The Wasserwacht provides live-saving services on most lakes in as well as on the coast of Germany. Therefore, they require fast and powerful transportation in case of an emergency.
The Wasserwacht oversees regattas and sailing meetings.

=== Rescue diving (Rettungstauchen) ===
Rescue divers are needed for the salvaging of goods, vehicles, garbage, and corpses. The education of a rescue diver usually takes one to two years. Each active rescue diver of the Wasserwacht is required to undergo a dive-medical investigation annually.

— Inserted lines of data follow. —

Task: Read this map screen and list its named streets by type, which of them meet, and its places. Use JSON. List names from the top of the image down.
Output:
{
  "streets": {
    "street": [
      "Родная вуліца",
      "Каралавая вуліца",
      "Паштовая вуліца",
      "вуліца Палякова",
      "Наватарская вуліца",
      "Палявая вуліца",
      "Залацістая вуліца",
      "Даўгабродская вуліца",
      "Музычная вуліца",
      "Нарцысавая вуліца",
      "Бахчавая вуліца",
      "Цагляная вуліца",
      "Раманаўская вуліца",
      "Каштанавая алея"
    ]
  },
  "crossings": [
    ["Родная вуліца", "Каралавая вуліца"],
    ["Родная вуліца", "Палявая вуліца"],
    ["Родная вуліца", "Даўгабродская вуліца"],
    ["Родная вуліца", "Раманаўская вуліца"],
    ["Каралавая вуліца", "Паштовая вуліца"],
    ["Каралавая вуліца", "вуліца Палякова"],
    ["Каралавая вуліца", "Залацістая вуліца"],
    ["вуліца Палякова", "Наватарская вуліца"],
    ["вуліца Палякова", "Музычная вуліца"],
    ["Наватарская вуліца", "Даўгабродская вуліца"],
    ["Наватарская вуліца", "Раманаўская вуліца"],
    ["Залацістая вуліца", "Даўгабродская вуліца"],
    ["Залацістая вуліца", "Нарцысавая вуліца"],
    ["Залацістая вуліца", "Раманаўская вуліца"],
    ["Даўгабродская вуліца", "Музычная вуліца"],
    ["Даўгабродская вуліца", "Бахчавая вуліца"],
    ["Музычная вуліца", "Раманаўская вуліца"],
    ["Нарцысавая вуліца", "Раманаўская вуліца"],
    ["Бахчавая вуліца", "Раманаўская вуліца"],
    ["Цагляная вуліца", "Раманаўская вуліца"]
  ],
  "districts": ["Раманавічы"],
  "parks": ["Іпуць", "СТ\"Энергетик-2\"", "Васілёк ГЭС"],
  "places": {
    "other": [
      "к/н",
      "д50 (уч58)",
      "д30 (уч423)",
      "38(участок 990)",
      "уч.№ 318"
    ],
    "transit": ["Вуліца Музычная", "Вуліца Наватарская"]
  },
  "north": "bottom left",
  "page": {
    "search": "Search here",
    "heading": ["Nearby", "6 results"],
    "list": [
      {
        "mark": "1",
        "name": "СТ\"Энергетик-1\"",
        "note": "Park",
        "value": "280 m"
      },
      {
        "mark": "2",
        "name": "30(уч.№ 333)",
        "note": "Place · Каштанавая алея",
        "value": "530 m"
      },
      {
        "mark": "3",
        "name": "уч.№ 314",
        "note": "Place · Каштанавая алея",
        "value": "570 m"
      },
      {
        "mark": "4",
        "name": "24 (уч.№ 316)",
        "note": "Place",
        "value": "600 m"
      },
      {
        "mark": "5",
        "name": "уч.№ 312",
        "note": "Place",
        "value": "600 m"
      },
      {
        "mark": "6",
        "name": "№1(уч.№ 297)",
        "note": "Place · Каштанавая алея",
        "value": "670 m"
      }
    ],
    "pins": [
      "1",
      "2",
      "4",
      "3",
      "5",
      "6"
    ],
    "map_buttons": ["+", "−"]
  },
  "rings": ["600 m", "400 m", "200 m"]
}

=== Environmental protection (Naturschutz) ===
A task of the Wasserwacht is helping to keep nature and waterways clean.

In order to accomplish these tasks the Wasserwacht educates interested people with qualified technical abilities from the other departments of the German Red Cross.

== History ==
The Bavarian city Regensburg is considered to be the birthplace of the lifeguard service of the German Red Cross. In 1883, during a flood, German Red Cross aids were used for the first time. In the following years, "Sanität und Wasserwehrkolonnen" (medical and water rescue stations) developed along the coast and inland waters.

After World War II, the Wasserwacht, as a government organization, was forbidden by the allied military administration. But the Bavarian Red Cross, Bavarian regional organization of the German Red Cross, received permission to resume its work. Other regional organizations followed the example of Bavaria and reinstated their lifeguard services.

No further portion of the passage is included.